Materials and methods
Data collection and processing
The CNV data and clinical information for 10,678 patients with pan-cancerous species were downloaded from the TCGA database (https://gdc.cancer.gov/about-data/publications/panimmune). The reference data for gene sets contained in PDGFRA signaling pathway were obtained from the GSEA website (https://www.gsea-msigdb.org/gsea/msigdb/cards/PID_PDGFRA_PATHWAY.html) (Table 1). We defined the tumor with CN gain in any of PDGFRA pathway genes as having PDGFRA pathway CN gain. Table S1 shows the number of cases for each cancer type and the number of cases with PDGFRA pathway CN gain variants in the TCGA cohort.
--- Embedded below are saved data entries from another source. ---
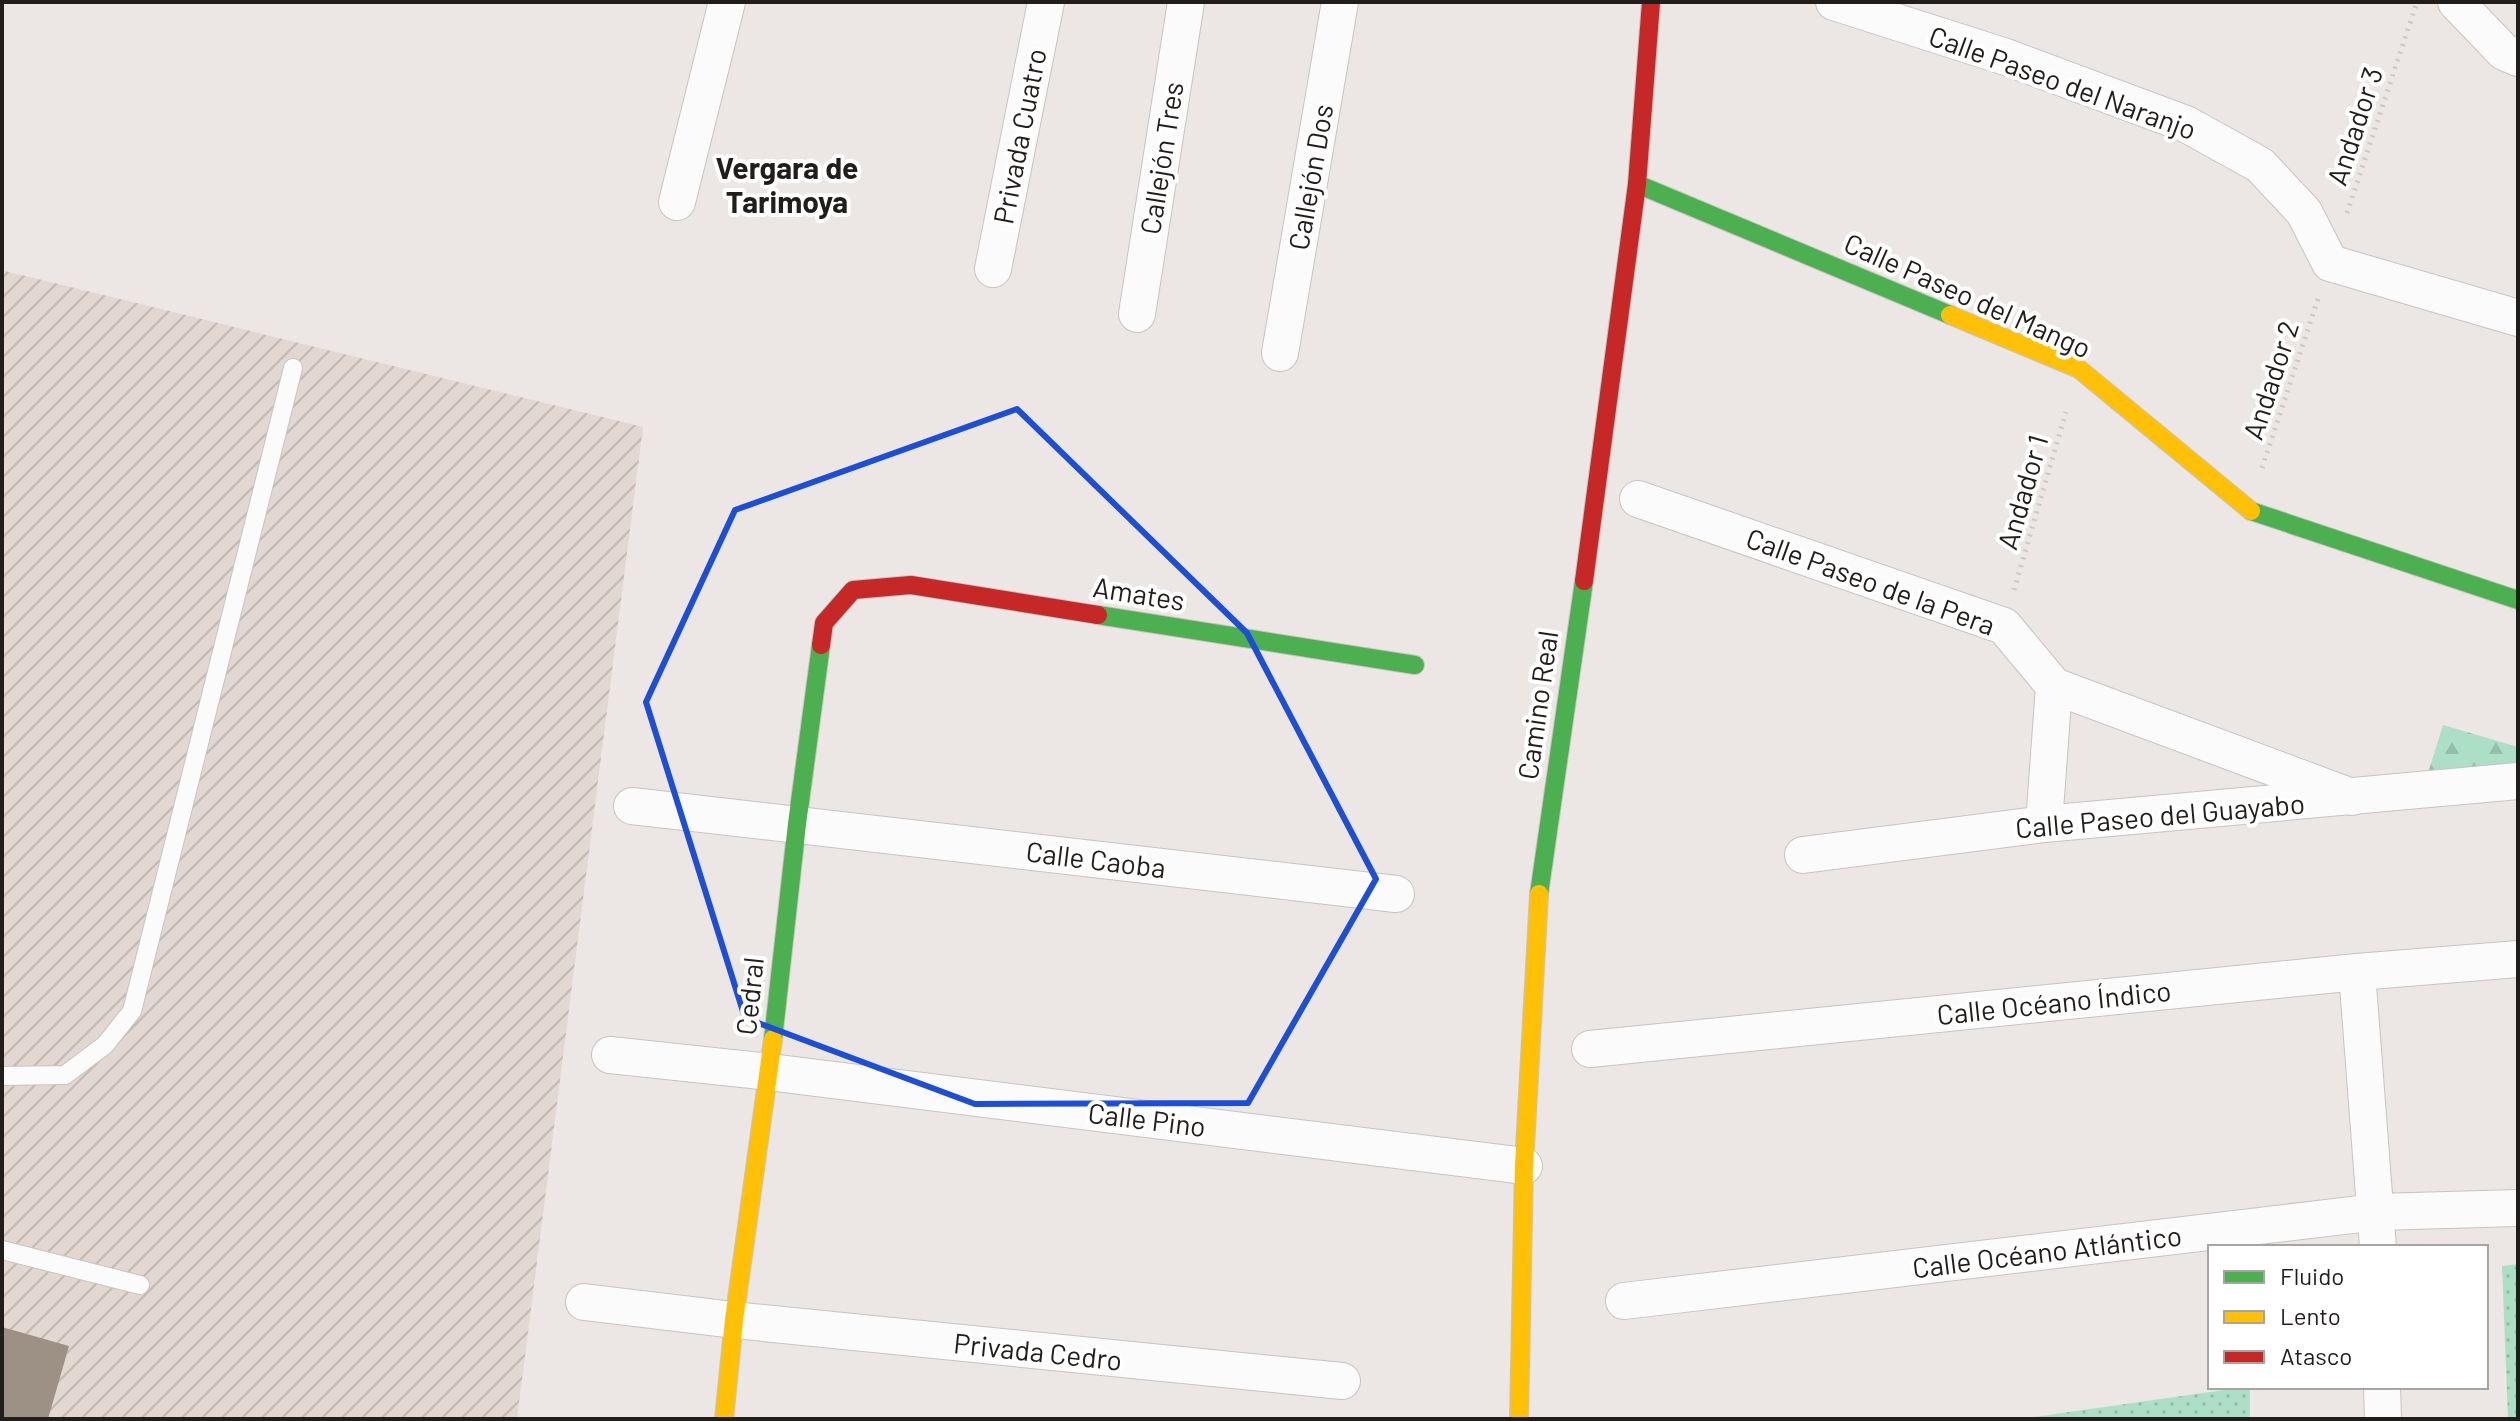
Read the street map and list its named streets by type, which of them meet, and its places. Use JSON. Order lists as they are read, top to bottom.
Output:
{
  "streets": {
    "street": [
      "Calle Paseo del Naranjo",
      "Privada Cuatro",
      "Callejón Tres",
      "Callejón Dos",
      "Calle Paseo del Mango",
      "Calle Paseo de la Pera",
      "Amates",
      "Camino Real",
      "Calle Paseo del Guayabo",
      "Calle Caoba",
      "Cedral",
      "Calle Océano Índico",
      "Calle Pino",
      "Calle Océano Atlántico",
      "Privada Cedro"
    ],
    "path": ["Andador 3", "Andador 2", "Andador 1"]
  },
  "crossings": [
    ["Calle Paseo del Naranjo", "Andador 3"],
    ["Calle Paseo del Naranjo", "Andador 2"],
    ["Andador 3", "Andador 2"],
    ["Calle Paseo del Mango", "Andador 2"],
    ["Calle Paseo del Mango", "Andador 1"],
    ["Calle Paseo del Mango", "Camino Real"],
    ["Andador 1", "Calle Paseo de la Pera"],
    ["Calle Paseo de la Pera", "Calle Paseo del Guayabo"],
    ["Amates", "Cedral"],
    ["Camino Real", "Calle Pino"],
    ["Calle Caoba", "Cedral"],
    ["Cedral", "Calle Pino"],
    ["Cedral", "Privada Cedro"]
  ],
  "districts": ["Vergara de Tarimoya"],
  "legend": ["Fluido", "Lento", "Atasco"]
}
The tumor mutation burden (TMB), the number of immunogenic mutations (TNB), CNV burden score, and LOH score were derived from the published studies (Thorsson et al. 2018).
Table 1
Gene list in PDGFRA pathway
Gene symbol
Ensembl Gene ID
Gene ID
FOS
ENSG00000170345
2353
IFNG
ENSG00000111537
3458
JUN
ENSG00000177606
3725
ITGAV
ENSG00000138448
3685
SRF
ENSG00000112658
6722
PDGFRA
ENSG00000134853
5156
PLCG1
ENSG00000124181
5335
ELK1
ENSG00000126767
2002
JAK1
ENSG00000162434
3716
PIK3R1
ENSG00000145675
5295
SHC1
ENSG00000160691
6464
PIK3CA
ENSG00000121879
5290
CRK
ENSG00000167193
1398
CRKL
ENSG00000099942
1399
CAV3
ENSG00000182533
859
GRB2
ENSG00000177885
2885
CSNK2A1
ENSG00000101266
1457
CAV1
ENSG00000105974
857
SOS1
ENSG00000115904
6654
RAPGEF1
ENSG00000107263
2889
SHB
ENSG00000107338
6461
SHF
ENSG00000138606
90,525
Gene list in PDGFRA pathway
Assessment of the functional status of tumor cells
To assess the functional status of tumor cells, 14 manually curated cancer-related signatures were calculated using the GSVA package in R software, including stemness, invasion, metastasis, proliferation, EMT, angiogenesis, apoptosis, cell cycle, differentiation, DNA damage, DNA repair, hypoxia, inflammation, and quiescence (Yuan et al. 2019).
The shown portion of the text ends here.